The first purebred natural colored Romneys were registered by the Association in 1972 by Morris Culver of Curtin, Oregon.

What are the characteristics of Romney Sheep?

The Romney is truly a versatile breed, as demonstrated by its ability to produce quality meat and wool under diverse climate conditions and management systems.

This Romney  breed’s quiet disposition, unique fleece characteristics, the flavour and quality of its meat and its lambing percentage make it an excellent choice for purebred, commercial, or crossbred programs.

This large, long-woolled breed has a broad white face, a woolly ‘top-knot’ and heavy, white fleece.
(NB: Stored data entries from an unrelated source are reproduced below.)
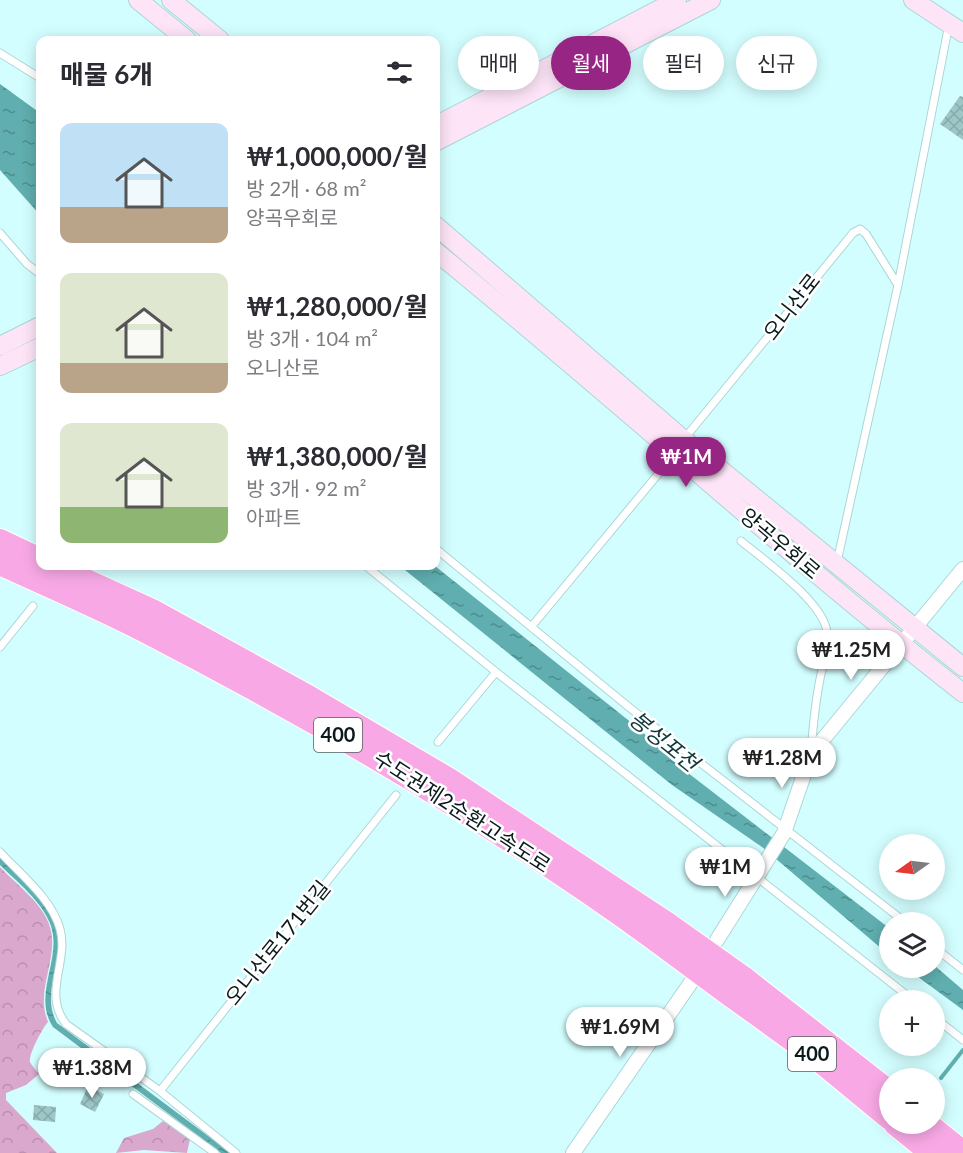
<!DOCTYPE html>
<html lang="ko">
<head>
<meta charset="utf-8">
<style>
	:root { --surface:#fff; --page:#f2f2f3; --text:#2b2b33; --muted:#7c7c81; --accent:#972583 }
	body { margin:0; font-family:Lato,"Noto Sans KR",sans-serif; background:var(--page); color:var(--text); height:100vh; display:flex; flex-direction:column; font-size:22px; white-space:nowrap }
	* { box-sizing:border-box; margin:0 }
	p { font-size:20px; color:var(--muted) }
	.icon { flex:none; width:33px; height:33px; fill:none; stroke:currentColor; stroke-width:2; stroke-linecap:round; stroke-linejoin:round }
	.map { position:relative; flex:1; overflow:hidden }
	.drawer { position:absolute; left:36px; top:36px; width:404px; height:534px; display:flex; flex-direction:column; background:var(--surface); border-radius:12px; box-shadow:0 3px 15px #0003 }
	.drawer>* { flex:none }
	.top-card { position:absolute; left:458px; top:36px; width:416px; height:54px; display:flex; gap:12px }
	.needle { width:39px; rotate:256deg }
	.controls { position:absolute; left:879px; top:834px; display:grid; gap:12px }
	.controls a { display:grid; place-items:center; width:66px; height:66px; border-radius:50%; background:var(--surface); box-shadow:0 3px 15px #0003; font-size:30px }
	.price { position:absolute; translate:-50% -51px; padding:0 14px; border-radius:21px; background:#fff; color:#222; font-size:20px; line-height:39px; filter:drop-shadow(0 2px 3px #0008) }
	.price::after { content:''; position:absolute; left:50%; top:36px; width:18px; height:14px; margin-left:-9px; background:inherit; clip-path:polygon(0 0,100% 0,50% 100%) }
	.price.current { background:var(--accent); color:#fff }
	ul { padding:0; list-style:none }
	li { display:flex; align-items:center; gap:18px; height:150px; padding:0 24px }
	li span { display:grid; place-items:center; flex:none; width:168px; height:120px; border-radius:12px; color:#555 }
	li>.icon { margin-inline-start:auto }
	span .icon { width:72px; height:72px; fill:#fffc; stroke-width:1 }
	li b { font-size:26px }
	h2 { display:flex; justify-content:space-between; align-items:center; height:72px; padding:0 24px; font-size:26px }
	.chip { padding:0 21px; border-radius:27px; background:var(--surface); box-shadow:0 3px 15px #0003; font-size:21px; line-height:54px }
	.chip.current { background:var(--accent); color:#fff }
	.map>svg:first-child { display:block }
	.forest { fill:url(#forest-crowns) }
	.water { fill:url(#water-ripples) }
	.lines { fill:none; stroke-linecap:round; stroke-linejoin:round }
	.stream { stroke:#60aeaf; stroke-width:4 }
	.building { fill:url(#building-cross-hatch) }
	.service-casing { stroke:#acd6d6; stroke-width:9 }
	.minor-casing { stroke:#acd6d6; stroke-width:16 }
	.secondary-casing { stroke:#acd6d6; stroke-width:20 }
	.motorway-casing { stroke:#fff; stroke-width:26 }
	.service { stroke:#fff; stroke-width:7 }
	.minor { stroke:#fff; stroke-width:14 }
	.secondary { stroke:#fde5f7; stroke-width:18 }
	.motorway { stroke:#f8a9e5; stroke-width:24 }
	.motorway-bridge-casing { stroke:#fff; stroke-width:26; stroke-linecap:butt }
	.motorway-bridge { stroke:#f8a9e5; stroke-width:24 }
	.labels { text-anchor:middle; stroke-width:5; stroke-linejoin:round; paint-order:stroke }
	.shield { fill:#fff; stroke:#545f5f; stroke-width:1.5 }
	.shield-label { font-size:20px; font-weight:bold; fill:#0a1a1b }
	.street-label { font-size:21px; fill:#0a1a1b; stroke:#fff }
	.water-label { font-size:22px; font-style:italic; fill:#113839; stroke:#fff }
</style>
</head>
<body>
<div class="map">
<svg width="963" height="1153" viewBox="0 0 963 1153">
	<defs>
		<pattern id="forest-crowns" width="20" height="18" patternUnits="userSpaceOnUse" patternTransform="scale(1.5)"><rect width="20" height="18" fill="#daa7cd"/><path d="M2 6a3 3 0 1 1 6 0M12 15a3 3 0 1 1 6 0" fill="none" stroke="#ba8faf"/></pattern>
		<pattern id="water-ripples" width="26" height="14" patternUnits="userSpaceOnUse" patternTransform="scale(1.5)"><rect width="26" height="14" fill="#60aeaf"/><path d="M2 4q2-2 4 0t4 0M15 11q2-2 4 0t4 0" fill="none" stroke="#4d8d8e"/></pattern>
		<pattern id="building-cross-hatch" width="8" height="8" patternUnits="userSpaceOnUse" patternTransform="scale(1.5)"><rect width="8" height="8" fill="#9dc6c7"/><path d="M0 0l8 8M0 8l8-8" fill="none" stroke="#86aaaa"/></pattern>
	</defs>
	<rect width="100%" height="100%" fill="#d3feff"/>
	<path class="forest" d="M0 867C16 884 41 902 49 924 61 957 34 989 48 1022 43 1027 28 1055 30 1062 32 1066 37 1071 39 1074L26 1085 6 1093V1100L57 1153H0Z
		M163 1121 190 1139 187 1153 144 1150 116 1153 124 1138 153 1129Z"/>
	<path class="water" d="M0 84 40 113V215L0 170Z
		M400 566H435L638 728 679 766 889 928V955L762 847 672 785Z
		M0 856C19 876 45 897 56 924 68 957 39 991 57 1023L231 1153H221L53 1027C32 995 62 960 51 926 43 902 17 882 0 865Z
		M935 966 963 990V1010L906 968Z"/>
	<g class="lines">
		<path class="stream" d="M941 1078 963 1050"/>
	</g>
	<path class="building" d="M960 96 963 97V140L940 124Z
		M88 1086 104 1094 95 1112 80 1104Z
		M34 1105 56 1107 55 1122 33 1120Z"/>
	<g class="lines">
		<g class="service-casing">
			<path id="service" d="M0 53 40 78
				M0 233 27 264 40 274
				M684 439 853 233 860 229 866 234 898 285
				M741 541C764 560 825 603 827 633 828 649 823 664 820 679 815 703 813 727 811 752
				M435 548 630 708 905 922
				M837 562 898 285 949 24
				M366 566 496 672 913 1000
				M532 626 674 455
				M0 647 33 606
				M438 742 496 672
				M0 852C21 875 52 899 60 929 69 962 42 993 66 1024L160 1091 236 1153
				M934 947 963 970
				M934 1017 963 1040
				M160 1091 396 795
				M133 1094 215 1153"/>
		</g>
		<g class="minor-casing">
			<path id="minor" d="M717 940 784 833 811 754 963 569
				M573 1153 692 981"/>
		</g>
		<g class="secondary-casing">
			<path id="secondary" d="M138 0 187 40
				M171 0 220 40
				M913 0 963 33
				M435 126 677 0
				M435 142 711 0
				M435 225 683 439 963 667
				M435 251C613 396 782 551 963 693
				M0 346 40 326
				M0 366 40 347"/>
		</g>
		<g class="motorway-casing">
			<path id="motorway" d="M0 541 40 560
				M0 563C48 585 97 606 144 630 322 722 496 823 658 941
				M53 566 154 612 308 697 449 780 667 924
				M743 978 890 1093
				M731 995 810 1052 890 1118
				M896 1124 932 1153
				M927 1124 963 1153"/>
		</g>
		<use href="#service" class="service"/>
		<use href="#minor" class="minor"/>
		<use href="#secondary" class="secondary"/>
		<use href="#motorway" class="motorway"/>
		<g class="motorway-bridge-casing">
			<path id="motorway-bridge" d="M667 924 743 978
				M658 941 731 995"/>
		</g>
		<use href="#motorway-bridge" class="motorway-bridge"/>
	</g>
	<g class="labels">
		<g class="shield">
			<rect x="314" y="718" width="48" height="34" rx="4.5"/>
			<rect x="788" y="1037" width="48" height="34" rx="4.5"/>
		</g>
		<g class="shield-label">
			<text x="338" y="742">400</text>
			<text x="812" y="1061">400</text>
		</g>
		<g class="street-label">
			<text transform="translate(792 307) rotate(-52)" y="7">오니산로</text>
			<text transform="translate(780 544) rotate(40)" y="7">양곡우회로</text>
			<text transform="translate(462 812) rotate(33)" y="7">수도권제2순환고속도로</text>
			<text transform="translate(278 943) rotate(-51)" y="7">오니산로171번길</text>
		</g>
		<g class="water-label">
			<text transform="translate(664 741) rotate(39)" y="8">봉성포천</text>
		</g>
	</g>
</svg>
<div class="controls">
<a><svg class="needle" viewBox="-14 -14 28 28"><path d="M0-13l5 13h-10z" fill="#e53935"/><path d="M0 13l5-13h-10z" fill="#7c7c81"/></svg></a>
<a><svg class="icon" aria-label="layers" viewBox="0 0 24 24"><path d="M12 4l9 5-9 5-9-5zM3 14l9 5 9-5"/></svg></a>
<a>+</a>
<a>−</a>
</div>
<b class="price current" style="left:686px;top:488px">₩1M</b>
<b class="price" style="left:851px;top:681px">₩1.25M</b>
<b class="price" style="left:782px;top:789px">₩1.28M</b>
<b class="price" style="left:725px;top:898px">₩1M</b>
<b class="price" style="left:620px;top:1058px">₩1.69M</b>
<b class="price" style="left:92px;top:1099px">₩1.38M</b>
<div class="top-card">
<a class="chip">매매</a>
<a class="chip current">월세</a>
<a class="chip">필터</a>
<a class="chip">신규</a>
</div>
<section class="drawer">
<h2>매물 6개<svg class="icon" aria-label="filters" viewBox="0 0 24 24"><path d="M4 7h16M4 17h16"/><circle cx="9" cy="7" r="2"/><circle cx="15" cy="17" r="2"/></svg></h2>
<ul>
<li><span style="background:linear-gradient(#bfe0f5 70%,#b9a48a 0)"><svg class="icon" aria-label="home" viewBox="0 0 24 24"><path d="M3 11l9-7 9 7M6 9v11h12V9"/></svg></span><div><b>₩1,000,000/월</b><p>방 2개 · 68 m²</p><p>양곡우회로</p></div></li>
<li><span style="background:linear-gradient(#dfe7d0 75%,#b9a48a 0)"><svg class="icon" aria-label="home" viewBox="0 0 24 24"><path d="M3 11l9-7 9 7M6 9v11h12V9"/></svg></span><div><b>₩1,280,000/월</b><p>방 3개 · 104 m²</p><p>오니산로</p></div></li>
<li><span style="background:linear-gradient(#dfe7d0 70%,#8fb573 0)"><svg class="icon" aria-label="home" viewBox="0 0 24 24"><path d="M3 11l9-7 9 7M6 9v11h12V9"/></svg></span><div><b>₩1,380,000/월</b><p>방 3개 · 92 m²</p><p>아파트</p></div></li>
</ul>
</section>
</div>
</body>
</html>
Both males and females are without horns.

Romneys are resistant to foot rot, liver flukes and other problems that often plague sheep in damp pastures.

Romney Rams begin to reach sexual maturity at six to seven months of age, and grow into medium-to-large sheep. Romney  Rams are long lived and may still be productive as they near their second decade. American Romney ewe fertility is repeatedly confirmed by high lambing percentages under varied feed and geographical conditions.

Romney Ewes can rear quality, high-scoring market lambs, while producing an 8 to 15 pound wool clip of excellent quality and a high clean yield. Other traits making the Romney a top mother breed are a calm, gentle disposition, prolificacy, milk production, ease of lambing, vigorous lambs, and natural mothering instinct.

Romney Ewe lambs begin to cycle at 8 to 10 months of age, and mature ewes typically breed from September through January. In many flocks, ewes regularly produce twins and can feed triplets with proper nutrition.

Romneys produce a heavy fleece. A Romney may have either a colored or white fleece. In North America and England, natural-colored Romneys (whose fleeces are not white, but black, gray, silver, variegated) have come to be valued for what they bring to hand-spinners and weavers who like the palette of natural colors.

What is the weight of mature Romney Sheep?

Romneys are a relatively big sheep ewes up to 85 kg, rams 120 kg.